= Work to be completed =
Search the entries for the word "stream" and report each line that has it.

= Provided data =
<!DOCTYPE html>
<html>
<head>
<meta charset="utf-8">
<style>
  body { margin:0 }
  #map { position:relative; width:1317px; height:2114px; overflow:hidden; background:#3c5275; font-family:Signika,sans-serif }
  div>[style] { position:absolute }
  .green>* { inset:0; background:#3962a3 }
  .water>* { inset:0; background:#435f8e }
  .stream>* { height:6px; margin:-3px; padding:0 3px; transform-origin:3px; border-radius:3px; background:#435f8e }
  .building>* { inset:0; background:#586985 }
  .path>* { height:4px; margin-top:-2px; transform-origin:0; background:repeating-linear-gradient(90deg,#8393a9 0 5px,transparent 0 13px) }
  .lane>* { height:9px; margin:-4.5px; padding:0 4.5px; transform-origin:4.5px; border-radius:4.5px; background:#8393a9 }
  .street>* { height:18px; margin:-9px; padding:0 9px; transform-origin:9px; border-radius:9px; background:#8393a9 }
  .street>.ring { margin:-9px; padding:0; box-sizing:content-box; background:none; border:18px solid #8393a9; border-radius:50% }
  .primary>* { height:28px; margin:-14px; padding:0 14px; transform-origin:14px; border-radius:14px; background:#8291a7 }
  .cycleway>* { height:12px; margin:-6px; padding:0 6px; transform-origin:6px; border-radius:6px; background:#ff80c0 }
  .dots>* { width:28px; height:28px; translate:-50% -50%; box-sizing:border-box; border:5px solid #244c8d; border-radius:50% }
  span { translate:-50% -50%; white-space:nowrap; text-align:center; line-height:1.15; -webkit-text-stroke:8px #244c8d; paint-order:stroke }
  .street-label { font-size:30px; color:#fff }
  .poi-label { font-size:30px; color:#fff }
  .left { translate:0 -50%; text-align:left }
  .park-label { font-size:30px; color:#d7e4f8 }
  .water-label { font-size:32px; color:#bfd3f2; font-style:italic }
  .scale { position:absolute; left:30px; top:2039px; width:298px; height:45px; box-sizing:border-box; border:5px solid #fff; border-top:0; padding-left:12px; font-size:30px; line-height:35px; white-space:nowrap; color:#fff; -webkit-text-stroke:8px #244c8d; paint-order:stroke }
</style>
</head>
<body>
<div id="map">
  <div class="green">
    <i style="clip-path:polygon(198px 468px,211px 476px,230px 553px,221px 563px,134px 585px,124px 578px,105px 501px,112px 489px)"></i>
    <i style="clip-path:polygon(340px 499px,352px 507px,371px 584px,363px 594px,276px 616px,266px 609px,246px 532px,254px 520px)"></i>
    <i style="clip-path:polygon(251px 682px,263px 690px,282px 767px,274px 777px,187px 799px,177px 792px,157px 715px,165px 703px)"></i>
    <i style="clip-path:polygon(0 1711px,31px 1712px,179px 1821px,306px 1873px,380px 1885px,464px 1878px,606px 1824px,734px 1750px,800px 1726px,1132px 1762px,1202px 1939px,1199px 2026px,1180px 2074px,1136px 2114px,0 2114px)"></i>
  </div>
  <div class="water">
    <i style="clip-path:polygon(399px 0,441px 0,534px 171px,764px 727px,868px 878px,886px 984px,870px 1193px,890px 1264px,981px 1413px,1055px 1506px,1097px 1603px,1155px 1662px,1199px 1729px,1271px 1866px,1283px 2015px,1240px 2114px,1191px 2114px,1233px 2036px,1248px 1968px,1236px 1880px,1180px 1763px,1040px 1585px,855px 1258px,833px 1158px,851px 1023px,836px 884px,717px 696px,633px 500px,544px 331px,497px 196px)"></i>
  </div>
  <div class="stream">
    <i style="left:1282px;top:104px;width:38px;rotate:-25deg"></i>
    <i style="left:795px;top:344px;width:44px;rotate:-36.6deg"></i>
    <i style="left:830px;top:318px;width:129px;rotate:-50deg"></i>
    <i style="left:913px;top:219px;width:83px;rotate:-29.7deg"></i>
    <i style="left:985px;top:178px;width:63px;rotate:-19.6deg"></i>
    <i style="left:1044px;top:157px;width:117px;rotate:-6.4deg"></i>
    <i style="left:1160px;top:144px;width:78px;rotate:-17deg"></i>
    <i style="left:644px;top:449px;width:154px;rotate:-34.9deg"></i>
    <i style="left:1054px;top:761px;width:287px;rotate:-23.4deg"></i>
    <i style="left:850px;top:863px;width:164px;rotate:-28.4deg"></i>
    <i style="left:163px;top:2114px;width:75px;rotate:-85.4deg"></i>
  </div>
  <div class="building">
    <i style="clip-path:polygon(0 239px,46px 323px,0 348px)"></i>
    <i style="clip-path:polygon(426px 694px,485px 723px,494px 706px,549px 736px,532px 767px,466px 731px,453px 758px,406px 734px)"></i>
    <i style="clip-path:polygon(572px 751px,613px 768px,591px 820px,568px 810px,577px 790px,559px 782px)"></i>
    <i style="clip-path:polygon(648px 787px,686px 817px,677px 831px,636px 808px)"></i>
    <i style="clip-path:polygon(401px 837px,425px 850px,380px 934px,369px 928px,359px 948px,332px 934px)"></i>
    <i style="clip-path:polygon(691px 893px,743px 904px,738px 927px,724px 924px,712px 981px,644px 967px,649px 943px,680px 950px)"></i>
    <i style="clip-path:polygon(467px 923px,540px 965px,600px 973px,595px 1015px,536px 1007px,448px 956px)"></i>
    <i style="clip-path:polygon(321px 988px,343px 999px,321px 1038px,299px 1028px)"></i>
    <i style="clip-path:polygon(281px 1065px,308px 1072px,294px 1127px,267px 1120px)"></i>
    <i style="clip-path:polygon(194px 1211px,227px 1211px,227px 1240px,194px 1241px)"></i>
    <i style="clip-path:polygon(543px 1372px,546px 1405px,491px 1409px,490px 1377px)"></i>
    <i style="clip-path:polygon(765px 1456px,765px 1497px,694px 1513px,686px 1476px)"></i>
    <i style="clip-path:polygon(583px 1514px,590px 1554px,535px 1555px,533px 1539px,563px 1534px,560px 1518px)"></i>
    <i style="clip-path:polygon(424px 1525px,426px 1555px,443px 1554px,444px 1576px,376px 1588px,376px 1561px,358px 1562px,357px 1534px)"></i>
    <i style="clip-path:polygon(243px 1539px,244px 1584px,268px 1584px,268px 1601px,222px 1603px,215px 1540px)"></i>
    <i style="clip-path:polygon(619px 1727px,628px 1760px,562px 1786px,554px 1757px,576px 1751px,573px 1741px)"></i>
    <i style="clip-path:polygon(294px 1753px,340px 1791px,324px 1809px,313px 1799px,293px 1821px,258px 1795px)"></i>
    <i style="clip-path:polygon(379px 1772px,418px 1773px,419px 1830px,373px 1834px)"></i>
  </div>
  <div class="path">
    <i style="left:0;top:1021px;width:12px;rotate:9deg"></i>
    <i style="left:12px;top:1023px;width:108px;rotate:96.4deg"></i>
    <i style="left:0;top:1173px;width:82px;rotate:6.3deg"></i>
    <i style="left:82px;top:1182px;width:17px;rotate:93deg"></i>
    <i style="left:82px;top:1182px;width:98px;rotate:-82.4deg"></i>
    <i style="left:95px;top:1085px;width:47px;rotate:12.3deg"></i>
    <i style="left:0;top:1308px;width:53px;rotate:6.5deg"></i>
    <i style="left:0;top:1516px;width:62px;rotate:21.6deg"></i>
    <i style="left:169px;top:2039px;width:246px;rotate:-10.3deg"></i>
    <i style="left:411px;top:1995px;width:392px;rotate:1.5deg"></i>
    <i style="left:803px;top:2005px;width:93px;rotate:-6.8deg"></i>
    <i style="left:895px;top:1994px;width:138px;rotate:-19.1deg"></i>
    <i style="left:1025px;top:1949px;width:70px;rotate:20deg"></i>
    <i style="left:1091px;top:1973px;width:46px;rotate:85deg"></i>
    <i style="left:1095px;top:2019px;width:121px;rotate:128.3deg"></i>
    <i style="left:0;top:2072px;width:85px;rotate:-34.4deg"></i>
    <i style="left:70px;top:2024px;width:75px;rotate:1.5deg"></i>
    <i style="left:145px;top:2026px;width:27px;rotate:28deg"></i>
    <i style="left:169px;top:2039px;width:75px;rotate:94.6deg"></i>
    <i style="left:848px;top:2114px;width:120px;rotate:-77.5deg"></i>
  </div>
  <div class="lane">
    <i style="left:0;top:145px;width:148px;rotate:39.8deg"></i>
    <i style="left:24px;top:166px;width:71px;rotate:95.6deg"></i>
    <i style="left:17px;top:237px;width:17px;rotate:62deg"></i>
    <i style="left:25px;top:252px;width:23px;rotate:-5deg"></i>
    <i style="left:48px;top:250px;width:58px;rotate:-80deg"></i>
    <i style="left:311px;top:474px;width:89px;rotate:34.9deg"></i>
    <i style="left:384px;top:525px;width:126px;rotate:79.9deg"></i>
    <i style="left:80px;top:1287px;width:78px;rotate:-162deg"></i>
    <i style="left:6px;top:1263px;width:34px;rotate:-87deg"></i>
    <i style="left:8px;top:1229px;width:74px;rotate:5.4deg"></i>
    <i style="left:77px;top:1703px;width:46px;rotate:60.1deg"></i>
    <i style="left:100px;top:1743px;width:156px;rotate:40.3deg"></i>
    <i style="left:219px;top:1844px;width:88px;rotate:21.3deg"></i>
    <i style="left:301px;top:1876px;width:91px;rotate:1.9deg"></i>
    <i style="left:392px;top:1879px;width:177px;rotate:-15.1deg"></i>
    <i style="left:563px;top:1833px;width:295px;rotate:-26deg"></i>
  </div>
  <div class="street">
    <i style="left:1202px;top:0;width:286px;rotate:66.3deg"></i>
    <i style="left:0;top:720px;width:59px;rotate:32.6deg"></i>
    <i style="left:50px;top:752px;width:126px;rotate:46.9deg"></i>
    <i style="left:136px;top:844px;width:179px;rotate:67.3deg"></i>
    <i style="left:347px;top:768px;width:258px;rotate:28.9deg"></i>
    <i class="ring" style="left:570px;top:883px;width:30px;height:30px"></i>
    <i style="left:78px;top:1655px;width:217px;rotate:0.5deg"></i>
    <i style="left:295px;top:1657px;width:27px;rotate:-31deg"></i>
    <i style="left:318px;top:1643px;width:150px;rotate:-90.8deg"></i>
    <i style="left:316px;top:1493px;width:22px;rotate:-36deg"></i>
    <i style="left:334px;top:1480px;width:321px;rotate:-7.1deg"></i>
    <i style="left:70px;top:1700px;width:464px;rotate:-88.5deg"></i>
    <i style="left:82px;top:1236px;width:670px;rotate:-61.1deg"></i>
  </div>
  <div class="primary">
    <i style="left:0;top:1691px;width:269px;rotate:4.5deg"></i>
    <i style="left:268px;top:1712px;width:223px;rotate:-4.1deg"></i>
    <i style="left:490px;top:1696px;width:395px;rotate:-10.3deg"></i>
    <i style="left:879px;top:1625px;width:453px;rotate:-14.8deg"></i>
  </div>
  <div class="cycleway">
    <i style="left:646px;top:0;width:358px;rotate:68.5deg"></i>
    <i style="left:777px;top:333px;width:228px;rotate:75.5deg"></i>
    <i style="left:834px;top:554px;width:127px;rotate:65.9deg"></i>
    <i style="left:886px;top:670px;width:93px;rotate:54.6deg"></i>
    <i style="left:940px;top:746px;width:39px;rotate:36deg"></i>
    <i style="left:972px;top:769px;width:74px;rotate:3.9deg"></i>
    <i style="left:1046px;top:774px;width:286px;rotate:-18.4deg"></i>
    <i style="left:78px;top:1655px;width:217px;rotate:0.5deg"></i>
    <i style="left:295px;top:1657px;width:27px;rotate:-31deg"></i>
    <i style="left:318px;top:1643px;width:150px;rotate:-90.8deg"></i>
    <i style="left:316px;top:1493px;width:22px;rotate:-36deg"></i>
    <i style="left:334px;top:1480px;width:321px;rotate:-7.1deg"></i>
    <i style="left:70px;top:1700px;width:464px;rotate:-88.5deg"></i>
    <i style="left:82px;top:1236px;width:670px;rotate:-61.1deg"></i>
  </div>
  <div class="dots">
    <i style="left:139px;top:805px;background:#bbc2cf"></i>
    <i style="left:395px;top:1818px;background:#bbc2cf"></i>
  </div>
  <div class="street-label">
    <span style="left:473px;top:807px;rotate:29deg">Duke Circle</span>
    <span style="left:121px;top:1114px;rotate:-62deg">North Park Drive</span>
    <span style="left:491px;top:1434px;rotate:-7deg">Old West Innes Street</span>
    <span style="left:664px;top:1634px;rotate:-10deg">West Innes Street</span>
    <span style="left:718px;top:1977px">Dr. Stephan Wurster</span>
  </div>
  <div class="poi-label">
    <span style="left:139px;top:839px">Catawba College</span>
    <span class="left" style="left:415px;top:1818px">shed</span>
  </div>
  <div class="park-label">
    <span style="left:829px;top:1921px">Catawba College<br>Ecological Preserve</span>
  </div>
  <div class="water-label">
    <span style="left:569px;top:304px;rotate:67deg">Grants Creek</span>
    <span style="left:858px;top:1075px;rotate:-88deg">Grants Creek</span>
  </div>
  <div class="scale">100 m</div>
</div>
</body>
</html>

= Finished exercise =
  .stream>* { height:6px; margin:-3px; padding:0 3px; transform-origin:3px; border-radius:3px; background:#435f8e }
  <div class="stream">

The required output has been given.